Key points from the MAM paper:
- As the Irish population grows, doctor shortages increase, and more women join the medical workforce, it is more critical to understand the challenges women doctors face. More detail on the specific barriers to motherhood, and its pursuit, experienced by women doctors in the ROI will be crucial to improving the experiences of women doctors. The MAM project will produce this understanding through the analysis of over 3800 survey comments, and 55 interviews completed with doctor-mothers.
- There is a need to consider supports for women doctors experiencing infertility. Fertility treatments may be difficult to navigate with work responsibilities. Better understanding the experiences of women doctors, and introducing supports, should be priorities.

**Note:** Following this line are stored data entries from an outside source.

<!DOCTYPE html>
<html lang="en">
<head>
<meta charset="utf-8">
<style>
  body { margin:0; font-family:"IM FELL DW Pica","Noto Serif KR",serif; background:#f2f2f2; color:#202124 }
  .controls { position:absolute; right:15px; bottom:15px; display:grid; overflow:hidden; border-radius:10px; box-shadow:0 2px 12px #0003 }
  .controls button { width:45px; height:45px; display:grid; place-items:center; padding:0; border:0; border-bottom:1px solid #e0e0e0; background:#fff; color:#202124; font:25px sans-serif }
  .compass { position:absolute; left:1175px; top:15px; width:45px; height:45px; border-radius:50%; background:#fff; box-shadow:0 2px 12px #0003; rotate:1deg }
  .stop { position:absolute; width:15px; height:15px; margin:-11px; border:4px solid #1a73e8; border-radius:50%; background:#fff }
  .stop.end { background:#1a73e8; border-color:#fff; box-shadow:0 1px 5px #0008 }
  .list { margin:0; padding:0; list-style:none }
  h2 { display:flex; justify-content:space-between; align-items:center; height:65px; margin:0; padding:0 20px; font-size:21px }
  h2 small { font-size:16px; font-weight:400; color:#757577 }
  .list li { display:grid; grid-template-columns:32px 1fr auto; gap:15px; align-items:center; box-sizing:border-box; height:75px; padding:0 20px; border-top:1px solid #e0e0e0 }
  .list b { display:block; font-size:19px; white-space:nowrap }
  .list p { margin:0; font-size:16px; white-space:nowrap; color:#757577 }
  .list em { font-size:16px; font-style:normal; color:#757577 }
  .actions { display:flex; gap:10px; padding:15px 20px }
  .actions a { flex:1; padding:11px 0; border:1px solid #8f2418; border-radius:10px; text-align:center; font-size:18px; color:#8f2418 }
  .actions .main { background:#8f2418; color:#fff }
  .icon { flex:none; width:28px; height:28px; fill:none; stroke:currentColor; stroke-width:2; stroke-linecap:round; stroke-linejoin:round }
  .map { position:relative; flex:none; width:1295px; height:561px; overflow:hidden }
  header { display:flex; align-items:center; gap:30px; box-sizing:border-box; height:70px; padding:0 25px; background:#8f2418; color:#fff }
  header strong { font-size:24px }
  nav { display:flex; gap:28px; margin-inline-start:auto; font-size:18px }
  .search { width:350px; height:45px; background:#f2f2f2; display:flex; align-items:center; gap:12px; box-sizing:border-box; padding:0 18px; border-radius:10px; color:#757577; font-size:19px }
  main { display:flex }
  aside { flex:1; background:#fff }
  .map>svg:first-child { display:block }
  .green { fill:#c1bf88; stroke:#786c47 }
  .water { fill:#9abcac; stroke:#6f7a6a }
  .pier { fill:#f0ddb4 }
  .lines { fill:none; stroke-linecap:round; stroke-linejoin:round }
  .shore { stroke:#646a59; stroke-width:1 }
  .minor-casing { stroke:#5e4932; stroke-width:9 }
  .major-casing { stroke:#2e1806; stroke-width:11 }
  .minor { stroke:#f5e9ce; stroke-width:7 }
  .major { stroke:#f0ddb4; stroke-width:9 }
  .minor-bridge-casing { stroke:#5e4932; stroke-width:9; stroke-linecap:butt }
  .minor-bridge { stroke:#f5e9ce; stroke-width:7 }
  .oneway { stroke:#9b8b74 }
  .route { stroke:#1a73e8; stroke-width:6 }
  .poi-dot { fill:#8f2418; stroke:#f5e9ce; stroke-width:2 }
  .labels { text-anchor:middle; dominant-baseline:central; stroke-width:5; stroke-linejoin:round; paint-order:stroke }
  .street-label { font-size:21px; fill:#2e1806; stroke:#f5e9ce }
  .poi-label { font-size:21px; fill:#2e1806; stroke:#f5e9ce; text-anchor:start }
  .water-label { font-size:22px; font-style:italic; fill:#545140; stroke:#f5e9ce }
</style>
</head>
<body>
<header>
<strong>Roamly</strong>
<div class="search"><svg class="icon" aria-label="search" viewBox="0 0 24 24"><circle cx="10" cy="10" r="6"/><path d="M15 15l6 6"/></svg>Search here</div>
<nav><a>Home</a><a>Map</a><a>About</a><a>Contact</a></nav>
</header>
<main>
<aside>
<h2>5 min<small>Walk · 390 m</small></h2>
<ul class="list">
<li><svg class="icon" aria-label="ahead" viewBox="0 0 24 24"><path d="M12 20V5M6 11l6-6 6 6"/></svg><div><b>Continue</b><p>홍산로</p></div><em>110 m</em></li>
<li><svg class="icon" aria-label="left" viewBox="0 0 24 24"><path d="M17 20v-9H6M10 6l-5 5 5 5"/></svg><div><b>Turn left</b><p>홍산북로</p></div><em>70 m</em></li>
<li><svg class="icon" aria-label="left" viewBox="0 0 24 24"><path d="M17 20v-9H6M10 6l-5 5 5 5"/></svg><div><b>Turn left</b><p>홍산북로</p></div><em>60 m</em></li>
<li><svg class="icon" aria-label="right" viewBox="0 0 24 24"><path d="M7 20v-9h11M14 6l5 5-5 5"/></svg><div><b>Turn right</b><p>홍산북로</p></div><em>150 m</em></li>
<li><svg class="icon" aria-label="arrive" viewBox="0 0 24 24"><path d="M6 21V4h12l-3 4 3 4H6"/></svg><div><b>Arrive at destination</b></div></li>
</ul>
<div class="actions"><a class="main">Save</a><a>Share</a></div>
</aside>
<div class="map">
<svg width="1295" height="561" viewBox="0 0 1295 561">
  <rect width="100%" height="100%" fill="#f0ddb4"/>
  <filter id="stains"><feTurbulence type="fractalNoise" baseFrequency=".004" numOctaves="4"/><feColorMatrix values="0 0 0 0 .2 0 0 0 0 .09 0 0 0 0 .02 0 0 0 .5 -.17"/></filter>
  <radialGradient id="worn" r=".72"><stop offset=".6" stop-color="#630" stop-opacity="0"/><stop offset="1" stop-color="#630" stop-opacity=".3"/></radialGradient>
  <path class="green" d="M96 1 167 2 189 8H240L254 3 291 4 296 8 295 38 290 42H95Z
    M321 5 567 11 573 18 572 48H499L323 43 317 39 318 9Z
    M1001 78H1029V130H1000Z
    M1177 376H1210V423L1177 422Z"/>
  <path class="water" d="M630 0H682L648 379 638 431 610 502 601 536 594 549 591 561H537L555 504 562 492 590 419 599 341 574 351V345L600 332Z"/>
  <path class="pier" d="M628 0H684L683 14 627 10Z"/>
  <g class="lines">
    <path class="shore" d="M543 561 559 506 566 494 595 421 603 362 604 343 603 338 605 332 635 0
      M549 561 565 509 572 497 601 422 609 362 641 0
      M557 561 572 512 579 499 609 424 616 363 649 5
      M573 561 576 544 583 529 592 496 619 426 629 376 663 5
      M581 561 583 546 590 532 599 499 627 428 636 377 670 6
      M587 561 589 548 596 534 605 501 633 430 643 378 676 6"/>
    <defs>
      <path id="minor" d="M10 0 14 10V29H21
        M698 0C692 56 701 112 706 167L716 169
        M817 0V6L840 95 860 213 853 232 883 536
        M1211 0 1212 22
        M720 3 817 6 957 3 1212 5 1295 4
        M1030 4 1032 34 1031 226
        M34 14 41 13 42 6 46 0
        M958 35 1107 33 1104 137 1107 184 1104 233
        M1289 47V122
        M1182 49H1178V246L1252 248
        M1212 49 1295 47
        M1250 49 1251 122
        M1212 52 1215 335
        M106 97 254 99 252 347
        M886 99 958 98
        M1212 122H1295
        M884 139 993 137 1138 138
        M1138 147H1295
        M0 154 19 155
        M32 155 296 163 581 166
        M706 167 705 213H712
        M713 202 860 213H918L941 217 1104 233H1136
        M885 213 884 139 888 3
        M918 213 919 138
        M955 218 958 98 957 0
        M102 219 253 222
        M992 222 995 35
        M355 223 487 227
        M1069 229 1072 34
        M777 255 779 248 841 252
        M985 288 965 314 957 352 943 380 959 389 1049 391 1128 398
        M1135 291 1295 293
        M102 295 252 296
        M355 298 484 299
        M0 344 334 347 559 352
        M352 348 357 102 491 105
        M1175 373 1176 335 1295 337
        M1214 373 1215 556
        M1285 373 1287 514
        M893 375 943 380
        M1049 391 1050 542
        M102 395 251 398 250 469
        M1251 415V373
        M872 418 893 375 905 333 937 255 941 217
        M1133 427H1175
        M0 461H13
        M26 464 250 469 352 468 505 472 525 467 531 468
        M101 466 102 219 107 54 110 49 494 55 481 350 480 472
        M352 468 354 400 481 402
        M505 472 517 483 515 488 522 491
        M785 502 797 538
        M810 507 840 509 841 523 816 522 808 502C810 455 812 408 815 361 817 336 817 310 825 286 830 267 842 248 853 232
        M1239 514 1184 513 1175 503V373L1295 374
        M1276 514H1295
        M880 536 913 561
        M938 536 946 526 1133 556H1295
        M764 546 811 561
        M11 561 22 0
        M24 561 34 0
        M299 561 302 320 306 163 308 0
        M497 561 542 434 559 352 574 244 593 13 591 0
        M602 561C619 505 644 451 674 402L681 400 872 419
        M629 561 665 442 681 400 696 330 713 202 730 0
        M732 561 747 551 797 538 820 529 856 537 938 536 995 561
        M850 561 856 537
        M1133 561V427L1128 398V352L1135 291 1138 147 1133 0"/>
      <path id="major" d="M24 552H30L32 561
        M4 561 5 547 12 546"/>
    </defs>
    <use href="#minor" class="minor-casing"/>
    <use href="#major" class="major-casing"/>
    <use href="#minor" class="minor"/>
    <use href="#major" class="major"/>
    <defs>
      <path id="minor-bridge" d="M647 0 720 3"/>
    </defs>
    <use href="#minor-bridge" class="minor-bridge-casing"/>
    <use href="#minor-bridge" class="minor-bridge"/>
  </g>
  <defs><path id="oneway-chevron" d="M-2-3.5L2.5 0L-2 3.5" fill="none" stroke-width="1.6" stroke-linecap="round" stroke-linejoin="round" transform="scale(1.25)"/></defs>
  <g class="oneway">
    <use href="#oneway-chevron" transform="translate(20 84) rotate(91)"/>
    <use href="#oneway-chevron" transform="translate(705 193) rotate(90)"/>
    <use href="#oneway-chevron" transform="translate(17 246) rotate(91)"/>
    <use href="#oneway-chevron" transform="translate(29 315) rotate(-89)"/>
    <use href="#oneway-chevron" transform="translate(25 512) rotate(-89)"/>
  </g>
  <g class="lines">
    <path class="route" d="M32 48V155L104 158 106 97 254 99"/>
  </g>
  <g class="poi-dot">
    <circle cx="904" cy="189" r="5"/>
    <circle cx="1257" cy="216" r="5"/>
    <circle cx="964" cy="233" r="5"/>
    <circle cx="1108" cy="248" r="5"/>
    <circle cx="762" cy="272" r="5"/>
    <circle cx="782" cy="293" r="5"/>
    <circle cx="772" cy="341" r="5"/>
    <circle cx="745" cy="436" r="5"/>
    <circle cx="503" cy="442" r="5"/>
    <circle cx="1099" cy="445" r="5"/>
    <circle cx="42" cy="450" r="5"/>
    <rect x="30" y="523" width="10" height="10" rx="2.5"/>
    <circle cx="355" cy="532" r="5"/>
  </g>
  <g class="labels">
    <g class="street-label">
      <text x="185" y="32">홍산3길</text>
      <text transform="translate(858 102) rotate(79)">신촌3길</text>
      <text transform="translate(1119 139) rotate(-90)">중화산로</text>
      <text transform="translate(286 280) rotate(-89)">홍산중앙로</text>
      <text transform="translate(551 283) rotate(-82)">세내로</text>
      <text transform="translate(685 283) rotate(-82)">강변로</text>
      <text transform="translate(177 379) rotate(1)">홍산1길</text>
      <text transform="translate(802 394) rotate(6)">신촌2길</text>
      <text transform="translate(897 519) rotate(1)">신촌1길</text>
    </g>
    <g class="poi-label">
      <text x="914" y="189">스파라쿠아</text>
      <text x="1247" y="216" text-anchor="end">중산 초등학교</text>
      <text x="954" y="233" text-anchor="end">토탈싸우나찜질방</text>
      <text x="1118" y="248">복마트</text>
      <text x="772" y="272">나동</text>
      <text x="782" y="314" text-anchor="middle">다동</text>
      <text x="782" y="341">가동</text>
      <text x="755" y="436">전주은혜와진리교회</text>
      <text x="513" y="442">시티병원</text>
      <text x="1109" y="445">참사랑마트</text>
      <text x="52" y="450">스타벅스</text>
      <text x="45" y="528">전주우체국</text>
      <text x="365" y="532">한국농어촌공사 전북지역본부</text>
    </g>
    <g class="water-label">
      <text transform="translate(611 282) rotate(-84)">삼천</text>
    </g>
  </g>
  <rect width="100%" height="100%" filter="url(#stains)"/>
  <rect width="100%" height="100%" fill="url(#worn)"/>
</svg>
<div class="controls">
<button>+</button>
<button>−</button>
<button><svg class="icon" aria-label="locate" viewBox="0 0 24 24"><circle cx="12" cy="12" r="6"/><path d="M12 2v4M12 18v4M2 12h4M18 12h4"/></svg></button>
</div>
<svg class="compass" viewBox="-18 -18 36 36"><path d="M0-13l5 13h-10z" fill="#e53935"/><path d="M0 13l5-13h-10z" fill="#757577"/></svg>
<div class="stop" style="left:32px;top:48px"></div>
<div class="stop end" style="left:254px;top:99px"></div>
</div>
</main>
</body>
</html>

- Sustaining the medical workforce will require targeted actions to address the unique challenges of different specialties. This includes making surgery and hospital-based specialties more ‘family friendly’ and addressing challenges in general practice such as securing cover for leave and income loss experienced during maternity leave.
- Improving policy and practices around maternity leave is essential. Appropriate scheduling, coverage, and staffing can reduce guilt, ease pressure on colleagues, and support women doctors in taking their desired duration of leave. Formalising leave arrangements and policies across the health service and training schemes is also needed.
- Improve breastfeeding experiences. Women doctors have high breastfeeding rates. Learning from them could support improving breastfeeding rates in the ROI. Understanding work-related barriers to breastfeeding could improve satisfaction with duration of breastfeeding among women doctors.
Dr Sinéad Lydon is a behavioural psychologist, an Associate Professor in Primary Care within University of Galway’s Department of General Practice, and mother of two young children.
Ms Sanjana Biju is a PhD candidate and researcher at University of Galway.
The MPS Foundation invests in research, analysis, education and training which enables medical and dental practitioners around the world to provide better care for their patients and improve their own wellbeing. The MPS Foundation is part of Medical Protection Society Limited (MPS), the world’s leading protection organisation for doctors, dentists and healthcare professionals with 130 years of global healthcare experience and expertise supporting more than 350,000 doctors, dentists, and healthcare professionals worldwide.